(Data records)
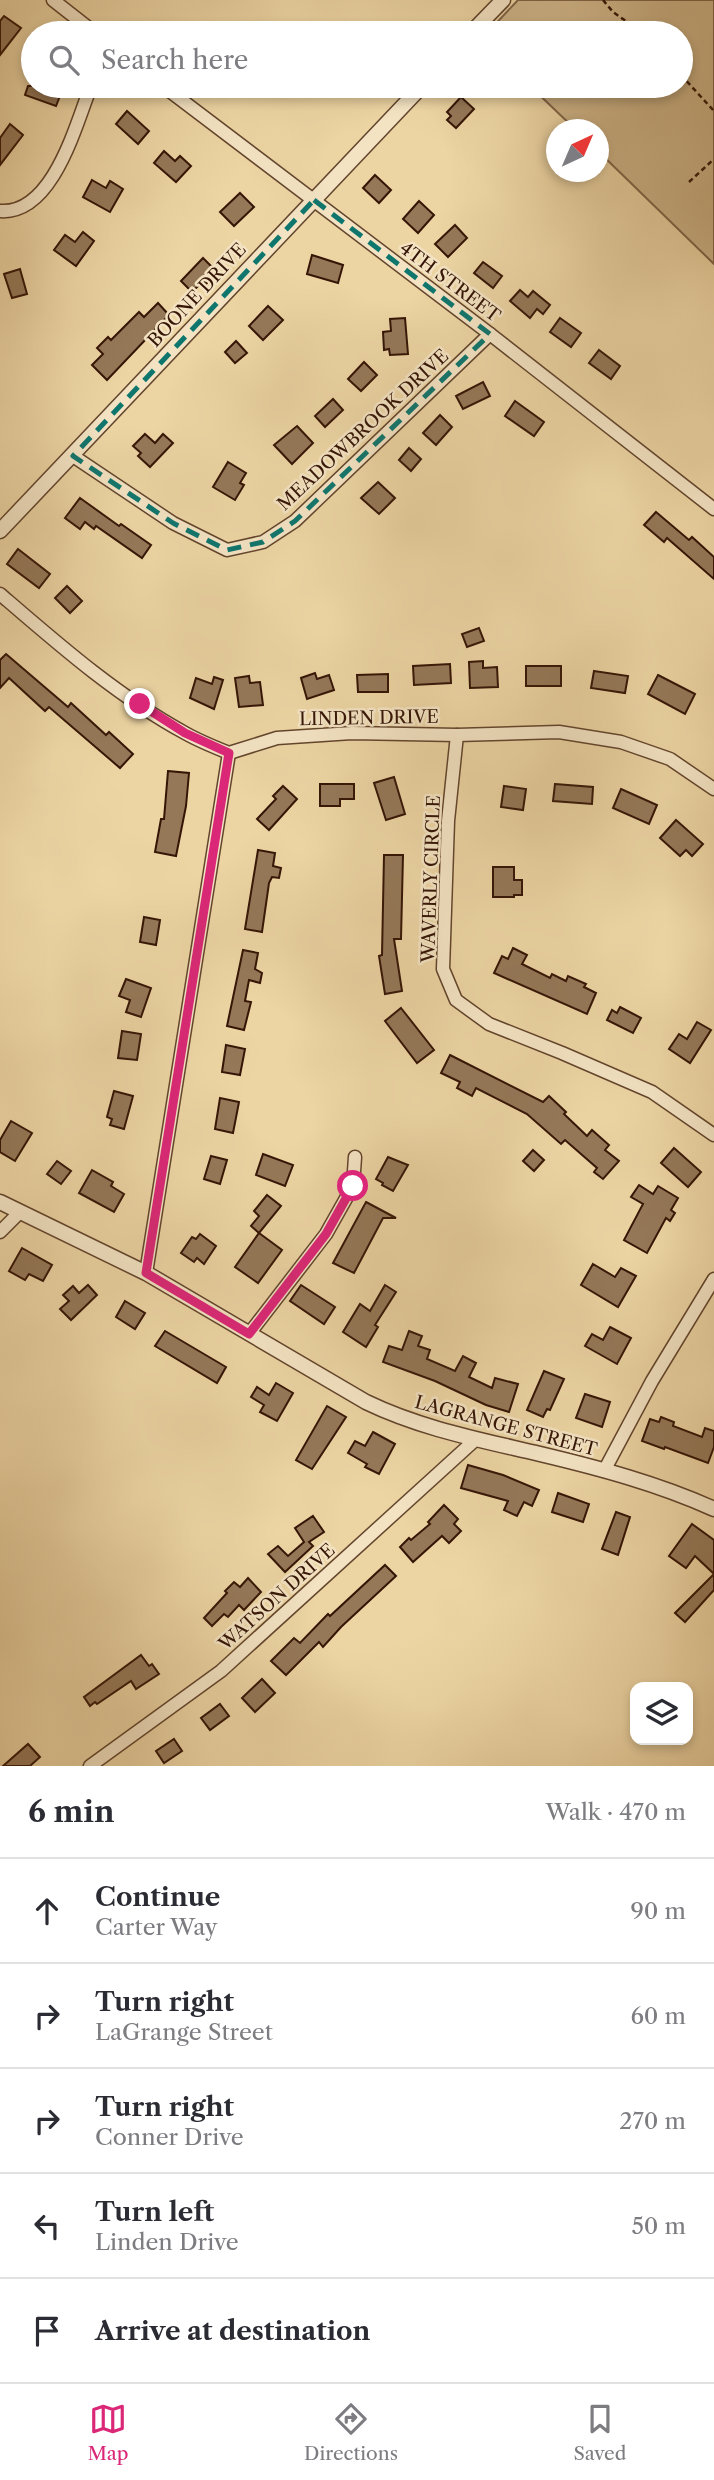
<!DOCTYPE html>
<meta charset="utf-8">
<style>
body{margin:0;font-family:"Libre Caslon Text",serif;background:#f2f2f3;color:#2b2b33}
.controls{position:absolute;right:21px;bottom:21px;display:grid;overflow:hidden;border-radius:14px;box-shadow:0 4px 10px #0003}
.controls button{width:63px;height:63px;display:grid;place-items:center;padding:0;border:0;border-bottom:2px solid #e1e1e2;background:#fff;color:#2b2b33;font:35px sans-serif}
.compass{position:absolute;left:546px;top:119px;width:63px;height:63px;border-radius:50%;background:#fff;box-shadow:0 4px 10px #0003;rotate:44deg}
.stop{position:absolute;width:21px;height:21px;margin:-16px;border:5px solid #db2777;border-radius:50%;background:#fff}
.stop.end{background:#db2777;border-color:#fff;box-shadow:0 2px 7px #0008}
.list{margin:0;padding:0;list-style:none}
h2{display:flex;justify-content:space-between;align-items:center;height:91px;margin:0;padding:0 28px;font-size:30px}
h2 small{font-size:23px;font-weight:400;color:#7c7c81}
.list li{display:grid;grid-template-columns:46px 1fr auto;gap:21px;align-items:center;box-sizing:border-box;height:105px;padding:0 28px;border-top:2px solid #e1e1e2}
.list b{display:block;font-size:26px;white-space:nowrap}
.list p{margin:0;font-size:23px;white-space:nowrap;color:#7c7c81}
.list em{font-size:23px;font-style:normal;color:#7c7c81}
.icon{flex:none;width:38px;height:38px;fill:none;stroke:currentColor;stroke-width:2;stroke-linecap:round;stroke-linejoin:round}
.map{position:relative;flex:none;width:714px;height:1766px;overflow:hidden}
.search{position:absolute;background:#fff;box-shadow:0 4px 10px #0003;left:21px;right:21px;top:21px;height:77px;display:flex;align-items:center;gap:18px;box-sizing:border-box;padding:0 24px;border-radius:38px;color:#7c7c81;font-size:26px}
.sheet{height:616px;background:#fff}
nav{display:flex;justify-content:space-around;align-items:center;box-sizing:border-box;height:98px;border-top:2px solid #e1e1e2;background:#fff;font-size:19px;color:#7c7c81}
nav a{display:grid;justify-items:center;gap:4px}
nav .on{color:#db2777}
.map>svg:first-child{display:block}
</style>
<div class="map">
<svg width="714" height="1766" viewBox="0 0 714 1766">
<rect width="100%" height="100%" fill="#ecd4a3"/>
<filter id="stains"><feTurbulence type="fractalNoise" baseFrequency=".00286" numOctaves="4"/><feColorMatrix values="0 0 0 0 .2 0 0 0 0 .09 0 0 0 0 .02 0 0 0 .5 -.17"/></filter>
<radialGradient id="worn" r=".72"><stop offset=".6" stop-color="#630" stop-opacity="0"/><stop offset="1" stop-color="#630" stop-opacity=".3"/></radialGradient>
<polygon fill="#cdb488" stroke="#816447" stroke-width="2" points="518,0 714,0 714,264 599,152 598,130 575,129 530,86 681,86 681,33 487,33"/>
<g fill="#947858" stroke="#351506" stroke-width="2">
<polygon points="4,16 21,28 0,55 0,21"/>
<polygon points="28,86 46,86 62,91 56,106 25,95"/>
<polygon points="461,97 474,109 456,128 447,120 451,116 447,112"/>
<polygon points="127,111 149,131 138,144 116,124"/>
<polygon points="10,124 23,135 0,165 0,138"/>
<polygon points="164,151 175,161 180,156 191,166 176,182 154,163"/>
<polygon points="375,175 391,190 379,203 363,188"/>
<polygon points="92,180 106,188 110,181 123,189 110,212 83,197"/>
<polygon points="240,193 254,207 234,226 220,212"/>
<polygon points="419,201 434,215 418,233 403,219"/>
<polygon points="455,225 467,238 448,257 435,244"/>
<polygon points="83,232 94,241 76,266 54,250 65,235 75,242"/>
<polygon points="312,255 343,265 338,283 307,274"/>
<polygon points="203,258 217,272 206,284 203,281 192,292 181,281"/>
<polygon points="483,262 502,276 493,288 474,273"/>
<polygon points="20,269 27,294 12,298 4,274"/>
<polygon points="520,290 528,297 533,291 550,305 543,314 537,309 530,318 510,301"/>
<polygon points="158,303 169,315 107,380 92,365 103,354 97,348 108,337 111,340 139,312 144,317"/>
<polygon points="268,306 283,320 263,340 249,326"/>
<polygon points="405,318 408,354 390,355 389,349 384,350 383,332 391,331 390,319"/>
<polygon points="560,318 581,333 571,347 550,332"/>
<polygon points="236,341 247,353 235,363 225,352"/>
<polygon points="599,350 620,366 611,379 589,363"/>
<polygon points="364,362 377,375 361,391 348,379"/>
<polygon points="483,382 490,396 463,409 456,396"/>
<polygon points="333,399 343,410 325,427 315,416"/>
<polygon points="515,401 544,422 534,436 505,416"/>
<polygon points="440,415 452,427 436,445 423,433"/>
<polygon points="297,426 313,443 292,464 274,445"/>
<polygon points="145,434 155,443 163,434 173,443 150,467 138,456 141,453 133,446"/>
<polygon points="409,448 421,459 411,471 399,460"/>
<polygon points="228,462 246,473 240,483 244,485 235,500 213,487"/>
<polygon points="378,482 395,498 379,514 361,498"/>
<polygon points="80,498 119,526 121,524 151,545 142,558 96,526 94,529 85,522 80,529 65,518"/>
<polygon points="656,512 689,540 692,537 714,557 714,579 667,538 664,542 644,525"/>
<polygon points="18,549 50,574 39,588 7,564"/>
<polygon points="67,586 82,601 70,613 55,598"/>
<polygon points="479,628 484,641 467,647 462,634"/>
<polygon points="6,654 68,707 71,703 106,735 109,732 133,754 120,768 49,707 45,711 9,678 0,688 0,660"/>
<polygon points="483,661 483,668 497,667 498,687 470,688 469,662"/>
<polygon points="450,664 451,683 414,685 413,666"/>
<rect x="526" y="666" width="35" height="20"/>
<polygon points="594,671 628,676 625,693 591,688"/>
<polygon points="315,673 317,679 329,675 334,690 307,699 301,678"/>
<polygon points="388,674 388,692 358,692 357,675"/>
<polygon points="658,675 695,694 685,714 648,694"/>
<polygon points="249,676 250,683 260,682 263,705 239,707 235,678"/>
<polygon points="214,677 223,680 214,709 190,698 196,678 212,684"/>
<polygon points="168,771 189,773 186,806 176,856 155,852 161,819 164,819"/>
<polygon points="394,777 405,814 386,820 374,783"/>
<polygon points="320,784 354,784 354,799 340,799 340,806 320,806"/>
<polygon points="555,784 593,787 592,804 553,801"/>
<polygon points="283,786 297,799 269,830 257,819 276,799 273,796"/>
<polygon points="504,786 526,789 523,810 501,807"/>
<polygon points="621,789 657,805 649,824 613,808"/>
<polygon points="676,820 703,844 692,856 686,850 680,856 660,838"/>
<polygon points="258,850 275,853 273,866 281,868 279,878 272,877 269,883 262,932 245,929"/>
<polygon points="384,855 403,855 401,939 394,939 402,991 385,994 379,956 382,955"/>
<polygon points="493,867 514,867 514,880 522,880 522,895 514,895 514,897 493,897"/>
<polygon points="144,917 160,920 156,945 140,942"/>
<polygon points="513,948 527,955 522,964 550,978 552,974 566,981 568,976 586,984 584,987 596,993 587,1014 494,973 502,956 508,959"/>
<polygon points="243,950 258,953 255,969 262,973 260,983 249,980 245,1001 251,1002 244,1030 227,1026"/>
<polygon points="126,979 151,988 141,1017 126,1012 130,1000 119,996"/>
<polygon points="620,1007 641,1018 633,1033 607,1020 612,1010 617,1013"/>
<polygon points="401,1008 434,1050 417,1063 385,1021"/>
<polygon points="697,1022 711,1030 690,1063 669,1049 679,1034 687,1039"/>
<polygon points="122,1031 141,1034 137,1060 118,1058"/>
<polygon points="226,1045 245,1049 240,1075 222,1072"/>
<polygon points="450,1055 543,1102 549,1096 566,1112 564,1114 587,1136 592,1130 609,1145 605,1150 619,1161 603,1179 594,1172 597,1168 565,1140 561,1144 527,1114 476,1088 472,1096 457,1088 460,1082 441,1073"/>
<polygon points="114,1091 133,1096 124,1129 110,1125 112,1119 107,1117"/>
<polygon points="220,1098 239,1102 233,1133 215,1129"/>
<polygon points="11,1121 32,1133 15,1161 0,1152 0,1140"/>
<polygon points="674,1148 701,1172 688,1187 661,1163"/>
<polygon points="533,1150 544,1160 534,1171 523,1161"/>
<polygon points="263,1154 293,1165 285,1186 256,1175"/>
<polygon points="211,1156 227,1160 220,1184 204,1179"/>
<polygon points="388,1157 408,1165 393,1191 382,1185 383,1183 376,1179"/>
<polygon points="57,1161 71,1171 61,1184 47,1174"/>
<polygon points="92,1170 113,1182 111,1186 124,1194 114,1212 79,1193"/>
<polygon points="639,1185 653,1194 658,1186 678,1198 671,1210 675,1213 670,1221 666,1218 647,1253 624,1240 643,1204 631,1197"/>
<polygon points="267,1195 281,1206 259,1233 251,1226 259,1216 254,1211"/>
<polygon points="366,1202 396,1218 383,1218 354,1273 333,1263"/>
<polygon points="259,1233 282,1250 258,1283 235,1267"/>
<polygon points="200,1234 216,1246 204,1264 197,1258 194,1262 181,1253 192,1237 196,1239"/>
<polygon points="22,1248 52,1265 43,1281 29,1274 25,1280 9,1271"/>
<polygon points="593,1264 615,1277 621,1268 636,1276 618,1307 581,1285"/>
<polygon points="88,1285 97,1295 71,1320 60,1309 69,1301 63,1295 73,1286 79,1293"/>
<polygon points="301,1285 335,1307 324,1324 290,1301"/>
<polygon points="385,1285 396,1292 375,1325 378,1327 366,1347 343,1332 360,1304 370,1311"/>
<polygon points="125,1301 145,1313 135,1329 116,1317"/>
<polygon points="610,1327 631,1338 617,1364 585,1346 592,1334 603,1340"/>
<polygon points="165,1331 226,1367 217,1383 155,1346"/>
<polygon points="409,1331 422,1336 418,1346 430,1350 427,1359 455,1371 463,1356 476,1363 469,1377 492,1388 495,1378 518,1384 509,1412 486,1405 435,1381 383,1362 389,1346 402,1350"/>
<polygon points="544,1371 564,1379 550,1410 547,1409 543,1417 527,1410"/>
<polygon points="276,1383 293,1393 277,1421 260,1412 264,1405 251,1397 257,1387 269,1395"/>
<polygon points="585,1394 610,1402 602,1427 576,1418"/>
<polygon points="327,1406 346,1417 312,1469 296,1460"/>
<polygon points="661,1417 674,1422 673,1426 702,1437 705,1428 714,1431 714,1447 708,1463 665,1447 664,1449 642,1441 650,1419 659,1422"/>
<polygon points="373,1432 395,1444 379,1474 365,1467 367,1464 348,1453 355,1441 365,1446"/>
<polygon points="468,1465 503,1475 539,1490 532,1506 524,1502 517,1516 504,1510 508,1501 461,1488"/>
<polygon points="558,1493 589,1504 583,1522 552,1512"/>
<polygon points="444,1505 458,1519 454,1524 461,1531 449,1543 442,1536 413,1562 400,1547 409,1538 411,1540 430,1524 428,1522"/>
<polygon points="616,1512 630,1517 618,1555 602,1549"/>
<polygon points="313,1516 324,1532 309,1542 313,1546 285,1572 268,1554 278,1546 288,1556 304,1542 295,1528"/>
<polygon points="692,1524 714,1540 714,1590 685,1622 675,1613 714,1574 695,1556 686,1568 669,1556"/>
<polygon points="385,1565 396,1576 341,1627 323,1647 319,1642 286,1675 271,1661 294,1638 300,1643 328,1614 330,1616"/>
<polygon points="248,1578 261,1592 244,1610 239,1605 228,1617 224,1614 212,1626 204,1618 227,1593 225,1591 234,1582 240,1587"/>
<polygon points="141,1655 149,1666 152,1664 159,1674 136,1689 131,1681 97,1704 95,1702 90,1706 84,1697"/>
<polygon points="262,1679 275,1693 255,1712 242,1698"/>
<polygon points="220,1704 229,1716 210,1730 201,1718"/>
<polygon points="174,1739 182,1751 164,1763 156,1751"/>
<polygon points="28,1744 40,1757 30,1766 3,1766"/>
</g>
<g fill="none" stroke-linecap="round" stroke-linejoin="round">
<defs>
<g id="minor">
<polyline points="53,0 95,33"/>
<polyline points="163,86 490,334 714,509"/>
<path d="M0,211C53,215 76,124 91,86"/>
<polyline points="73,456 173,523 227,550 263,542 295,521 490,334"/>
<path d="M0,594C58,644 117,696 185,733C199,741 214,747 229,753L277,738L352,733L457,735L559,732L621,742L670,759L714,789"/>
<polyline points="457,735 448,821 443,969 456,1000 489,1024 562,1053 652,1092 714,1135"/>
<polyline points="0,1232 20,1212"/>
<polyline points="146,1273 229,753"/>
<polyline points="249,1334 326,1234 353,1186 355,1157"/>
<polyline points="604,1471 652,1381 714,1279"/>
<polyline points="90,1766 221,1671 475,1440"/>
</g>
<g id="tertiary">
<polyline points="471,33 503,0"/>
<polyline points="0,531 422,86"/>
<path d="M0,1202L146,1273L366,1402C422,1429 481,1440 540,1454C599,1468 659,1484 714,1509"/>
</g>
</defs>
<use href="#minor" stroke="#63452d" stroke-width="15"/>
<use href="#tertiary" stroke="#63452d" stroke-width="17"/>
<g stroke="#351506" stroke-width="2.5" stroke-dasharray="5 3.5" stroke-linecap="butt">
<polyline points="603,0 613,12 643,33"/>
<polyline points="681,75 714,111"/>
<polyline points="689,182 714,159"/>
</g>
<use href="#minor" stroke="#f3e3c3" stroke-width="12"/>
<use href="#tertiary" stroke="#f3e3c3" stroke-width="14"/>
</g>
<g fill="none" stroke-linecap="round" stroke-linejoin="round">
<polyline stroke="#db2777" stroke-width="9" points="140,704 185,733 229,753 146,1273 249,1334 326,1234 353,1186"/>
</g>
<path fill="none" stroke="#0f766e" stroke-width="5" stroke-dasharray="14 9" stroke-linejoin="round" d="M314,200L490,334L295,521L263,542L227,550L173,523L73,456Z"/>
<g text-anchor="middle" stroke-width="5" stroke-linejoin="round" paint-order="stroke">
<g font-size="18" fill="#351506" stroke="#f3e3c3">
<text transform="translate(450 282) rotate(37)" y="6">4TH STREET</text>
<text transform="translate(197 295) rotate(-47)" y="6">BOONE DRIVE</text>
<text transform="translate(363 430) rotate(-43)" y="6">MEADOWBROOK DRIVE</text>
<text transform="translate(369 718) rotate(-1)" y="6">LINDEN DRIVE</text>
<text transform="translate(431 879) rotate(-88)" y="6">WAVERLY CIRCLE</text>
<text transform="translate(506 1426) rotate(15)" y="6">LAGRANGE STREET</text>
<text transform="translate(277 1597) rotate(-42)" y="6">WATSON DRIVE</text>
</g>
</g>
<rect width="100%" height="100%" filter="url(#stains)"/>
<rect width="100%" height="100%" fill="url(#worn)"/>
</svg>
<div class="controls">
<button><svg class="icon" aria-label="layers" viewBox="0 0 24 24"><path d="M12 4l9 5-9 5-9-5zM3 14l9 5 9-5"/></svg></button>
</div>
<svg class="compass" viewBox="-18 -18 36 36"><path d="M0-13l5 13h-10z" fill="#e53935"/><path d="M0 13l5-13h-10z" fill="#7c7c81"/></svg>
<div class="stop" style="left:353px;top:1186px"></div>
<div class="stop end" style="left:140px;top:704px"></div>
<div class="search"><svg class="icon" aria-label="search" viewBox="0 0 24 24"><circle cx="10" cy="10" r="6"/><path d="M15 15l6 6"/></svg>Search here</div>
</div>
<section class="sheet">
<h2>6 min<small>Walk · 470 m</small></h2>
<ul class="list">
<li><svg class="icon" aria-label="ahead" viewBox="0 0 24 24"><path d="M12 20V5M6 11l6-6 6 6"/></svg><div><b>Continue</b><p>Carter Way</p></div><em>90 m</em></li>
<li><svg class="icon" aria-label="right" viewBox="0 0 24 24"><path d="M7 20v-9h11M14 6l5 5-5 5"/></svg><div><b>Turn right</b><p>LaGrange Street</p></div><em>60 m</em></li>
<li><svg class="icon" aria-label="right" viewBox="0 0 24 24"><path d="M7 20v-9h11M14 6l5 5-5 5"/></svg><div><b>Turn right</b><p>Conner Drive</p></div><em>270 m</em></li>
<li><svg class="icon" aria-label="left" viewBox="0 0 24 24"><path d="M17 20v-9H6M10 6l-5 5 5 5"/></svg><div><b>Turn left</b><p>Linden Drive</p></div><em>50 m</em></li>
<li><svg class="icon" aria-label="arrive" viewBox="0 0 24 24"><path d="M6 21V4h12l-3 4 3 4H6"/></svg><div><b>Arrive at destination</b></div></li>
</ul>
</section>
<nav>
<a class="on"><svg class="icon" aria-label="map" viewBox="0 0 24 24"><path d="M3 6l6-2 6 2 6-2v14l-6 2-6-2-6 2zM9 4v14M15 6v14"/></svg>Map</a>
<a><svg class="icon" aria-label="directions" viewBox="0 0 24 24"><path d="M12 3l9 9-9 9-9-9zM9 14v-3h6M13 9l2 2-2 2"/></svg>Directions</a>
<a><svg class="icon" aria-label="saved" viewBox="0 0 24 24"><path d="M7 4h10v16l-5-4-5 4z"/></svg>Saved</a>
</nav>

▸ **REQUIRED ACTION**
Using the data above, return each line that includes the word "filter".

▸ **SOLUTION TO THE EXERCISE**
<filter id="stains"><feTurbulence type="fractalNoise" baseFrequency=".00286" numOctaves="4"/><feColorMatrix values="0 0 0 0 .2 0 0 0 0 .09 0 0 0 0 .02 0 0 0 .5 -.17"/></filter>
<rect width="100%" height="100%" filter="url(#stains)"/>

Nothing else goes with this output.